As much as I am not clear on some things, I have to say I am pretty clear and in aggreement with the last poster. Is that not what brings two together, asside from "arranged marriages?" Sexual attraction, pheromones and arrousal? Yes, other things too but I am trying to confine the discussion to a sexual context.
Just for the record, it was not I who suggested "other things" and it was not from pressure from me, at least not that I was aware. You know how us men are, sometimes we don't know we are doing something women can point out in seconds. I had not asked for or eluded to sex. I knew of her Christian convictions and was happy with the relationship as it was.
Being completely honest here and yes, I seem to be going against what is biblicly correct; There not being a difference in morality between oral sex and intercourse, and have given in, or tempted, (willingly) into a sexual relationship, I wanted it all. To me it is a tease. (Take it easy here, being honest with the feelings.) To me there is a difference in intimacy, particularly now that I have been confined to only "other things") I understand either is wrong. It is still confusing and I am trying to understand.

So... The Bible, and you guys are pretty much in agreement, sex is out of the question untill marriage. You are probably correct in that it would likely shorten my idea of a "lengthy" courtship but I think I would fare much better not having sex of any kind than to have "other things" and not intercourse.

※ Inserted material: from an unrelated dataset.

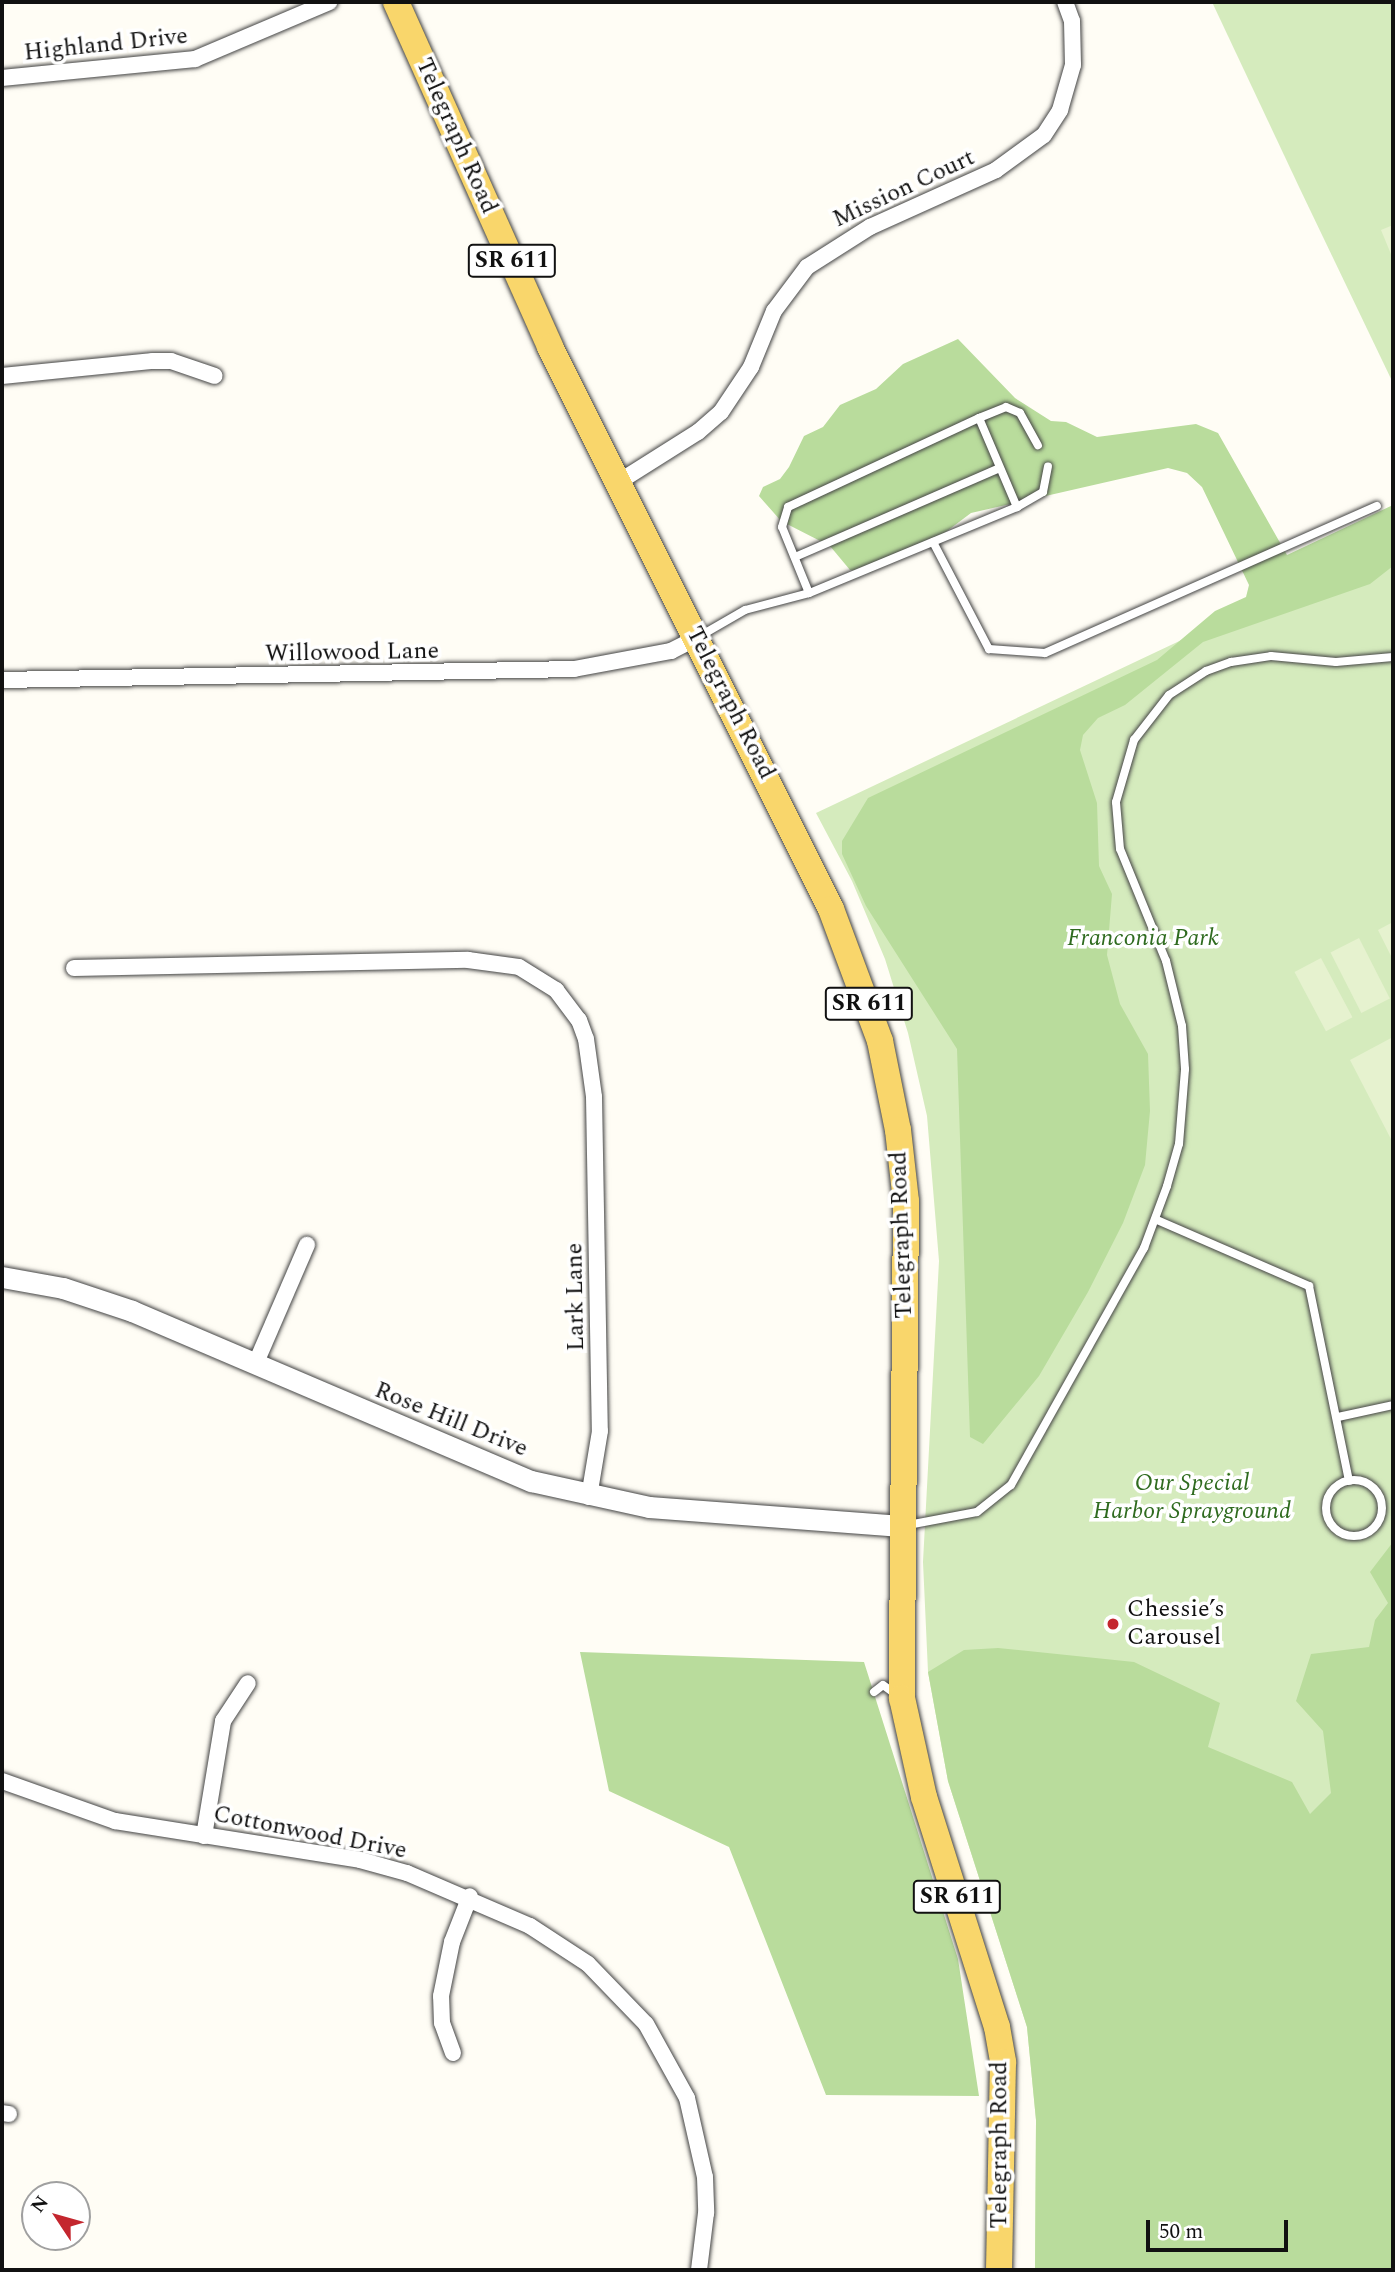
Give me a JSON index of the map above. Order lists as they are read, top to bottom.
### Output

Again, it just feels like a tease. It feels wrong for a lack of a better way of wording. I sincerely do not think she wants me to feel that way. I think she wants to make me happy and I reallly think she thinks "other things" are okay and I am trying to figure that part out. Thus, why I am here...

I lost both of my wives to substance abuse. I tried everything I could to help them both. They were both very different people in almost every way but substance abuse chewed them up and spit them out. They are still using addicts today.
I was working as a paralegal and taking care of my one year old daughter. My wife would be gone from the time I got home until 5 or 6 in the morning and be so whacked she would miss the bed and land on the floor where she would stay. She sold everything of value in our home and then started writing bad checks and taking out loans. When I was informed by the Sherrif's Department, with whom I worked, that they were coming to get her on 40 or so warrants, I tried for the last time to get her to get help. I would SOMEHOW make the money good and go with her and help her but she had to get help, and SHE CHOSE to leave us and run from the law. It was not up to me. I can not force a person to stay with me. She prostituted herself for years to support her habit, living in crack houses and waking up in ditches. She was raped repeatedly and I COULD NOT HELP HER. She has advanced Hepatitis C and is still using 25 years later. My second was similar although not nearly as serious, with alcohol as her drug of choice. Her social status was her vice and alcohol was her catalyst and it took her too.
As I said, I have been to years of counselling about both of these. They torment me. Guilt and shame are the hardest things to get past in my life, probably yours too, even with God's help.
You know, some times bad things happen to good people. Life isn't fair. It isn't necessarily my poor choices in mates that led to my failed marriages (could have been), any other bad decision but certainly not my infidelity. I know I was not perfect (i'm still not) but I have had enough couselling to know there was not a thing I could have done to save either marriage and they weren't like that when I married them.
This issue we are discussing about sex pales in comparrison. So lets please leave the two failed marriages alone, Okay?? Seriously, there is nothing you can say here that my cousellors and I have not already gone over many times.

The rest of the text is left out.